Khususnya wanita Jawa yang harus terikat dengan adat kebudayaan Jawa yang menghambat
mereka untuk maju. Seperti adat Jawa yang pada masa itu mewajibkan setiap gadis yang
sudah berusia 15 tahun harus dipingit. Hal ini membuat para wanita Jawa tidak bebas dalam
menuntut ilmu.
Selain Rosa Abendanon, teman wanita berkebangsaan Belanda lainnya yang juga mendukung
setiap pemikiran yang diungkapkan oleh Kartini adalah Estelle “Stella” Zeehandelaar. Dalam
surat yang dikirimkan kepada sahabat-sahabatnya tersebut, tidak jarang Kartini mengutip
kalimat-kalimat yang pernah dibaca atau menyebutkan sebuah karya. Dari sini bisa dilihat
bahwa beliau selalu membaca dengan penuh perhatian dan terkadang membuat beberapa
catatan kecil.
Karena kepiawaian Kartini dalam menulis menggunakan bahasa Belanda, beberapa kali hasil
tulisan beliau dimuat dalam sebuah majalah Belanda langganannya yaitu De Hollandsche
Lelie. Gagasan baru mengenai persamaan hak wanita pribumi atau emansipasi dianggap
sebagai hal baru yang mampu mengubah pandangan masyarakat luas.
Selain itu, terdapat juga tulisan beliau yang berisi tentang nasionalisme, makna Ketuhanan,
peri kemanusiaan, kebijaksanaan dan juga keindahan. Raden Ajeng Kartini juga pernah
menulis tentang pembahasan yang mempertanyakan diperbolehkannya poligami bagi kaum
pria dan juga keharusan untuk membaca dan menghafal kitab suci tanpa disertai kewajiban
untuk memahami maknanya.

Pernikahan dan Wafatnya Raden Ajeng Kartini


Ketika Kartini mencapai usia 24 tahun, beliau dijodohkan dengan seorang bangsawan dan
juga bupati asal Rembang yang bernama K.R.M. Adipati Ario Singgih Djojo Adhiningrat.
Bupati Rembang yang sebelumnya sudah memiliki 3 orang istri ini akhirnya menikah dengan
Kartini pada tanggal 12 November 1903. Sesuai adat Jawa, gelar kebangsawanan “Raden
Ajeng” yang semula disandang oleh Kartini semasa mudanya berubah menjadi Raden Ayu
setelah beliau menikah.
Suami RA. Kartini ternyata sangat memahami keinginan dari istrinya.

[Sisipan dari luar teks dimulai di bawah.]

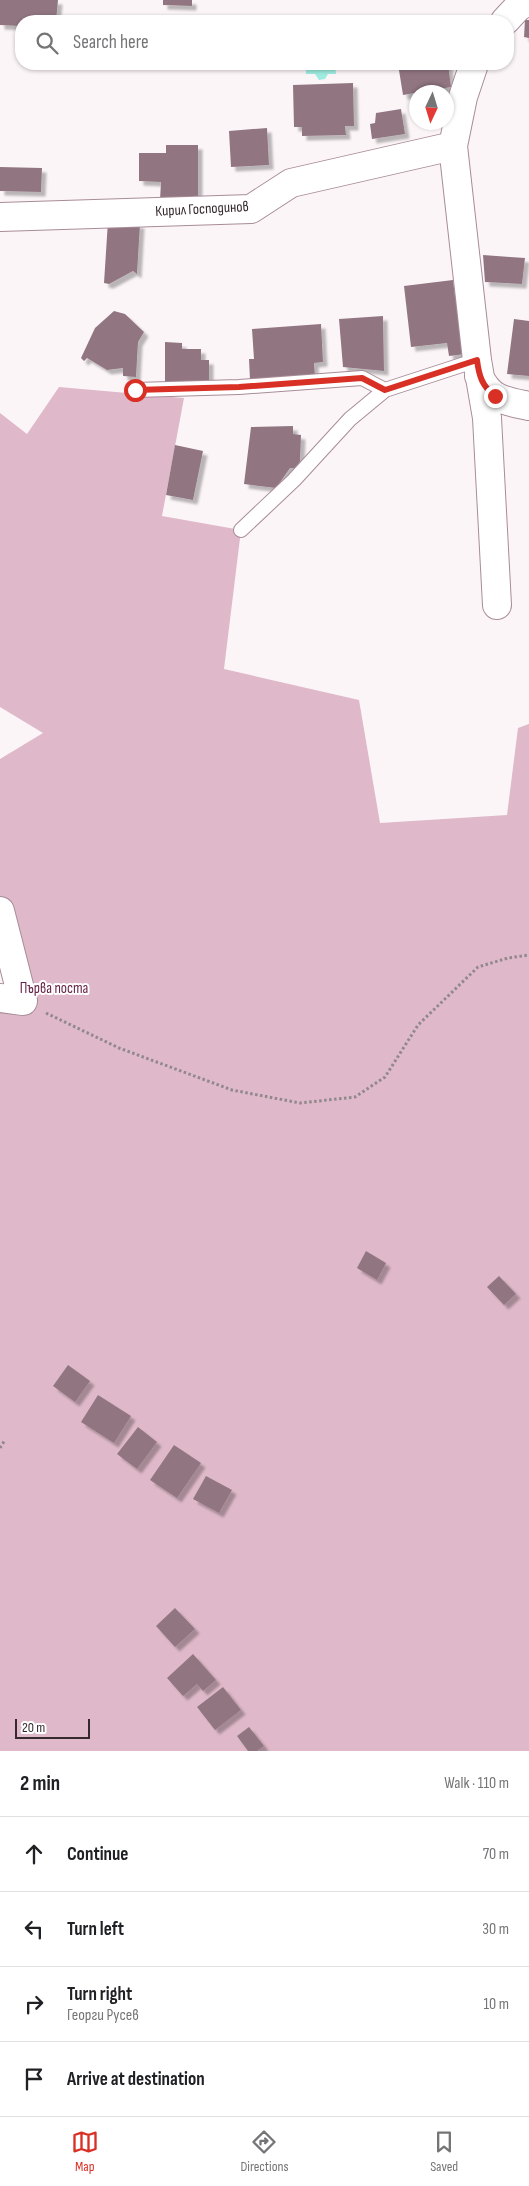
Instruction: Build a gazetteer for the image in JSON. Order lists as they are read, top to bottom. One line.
{"streets":{"street":["Кирил Господинов"]},"parks":["Първа поста"],"scale_bar":"20 m","north":"bottom","page":{"search":"Search here","scale":"20 m","heading":["2 min","Walk · 110 m"],"list":[["Continue","70 m"],["Turn left","30 m"],["Turn right","Георги Русев","10 m"],"Arrive at destination"],"nav":["Map","Directions","Saved"]}}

Bupati Rembang ini
mendukung dan memberikan kebebasan Kartini untuk mendirikan sekolah wanita yang
lokasinya berada di sebelah timur pintu gerbang komplek perkantoran kabupaten Rembang.
Kini gedung tersebut dikenal sebagai Gedung Pramuka.
Dari pernikahannya tersebut, Kartini dikaruniai seorang putra bernama Soesalit
Djojoadhiningrat yang lahir pada tanggal 13 September 1904. Namun sayang, 4 hari setelah
melahirkan, yaitu pada tanggal 17 September 1904 beliau menghembuskan nafas terakhirnya.
Kartini meninggal pada usia 25 tahun dan dimakamkan di Desa Bulu, Kecamatan Bulu,
Rembang.

Penerbitan Buku Habis Gelap Terbitlah Terang


Setelah Kartini wafat, Mr. J. H. Abendanon selaku Menteri Kebudayaan, Agama dan
Kerajinan Hindia-Belanda mulai mengumpulkan semua surat yang dikirimkan Kartini kepada
teman-temannya yang ada di Belanda. Semua pemikiran dan surat Kartini tersebut dibukukan
dengan judul Door Duisternistot Licht yang artinya Dari Kegelapan Menuju Cahaya. Dalam
buku yang diterbitkan pada tahun 1911 ini terdapat beberapa kutipan inspiratif dari Kartini
yang bisa menjadi inspirasi dan pemicu semangat bagi kaum wanita untuk terus meraih cita-
citanya.
Dari lima kali cetak, pada cetakan kelima di tambahkan lah surat-surat yang ditulis oleh
Kartini semasa hidupnya. Namun buku tersebut tidak bisa dibaca oleh orang pribumi yang
tidak dapat berbahasa Belanda. Hingga pada tahun 1922, Balai Pustaka menerbitkan versi
bahasa Melayu dengan judul buku Habis Gelap Terbitlah Terang: Buah Pikiran.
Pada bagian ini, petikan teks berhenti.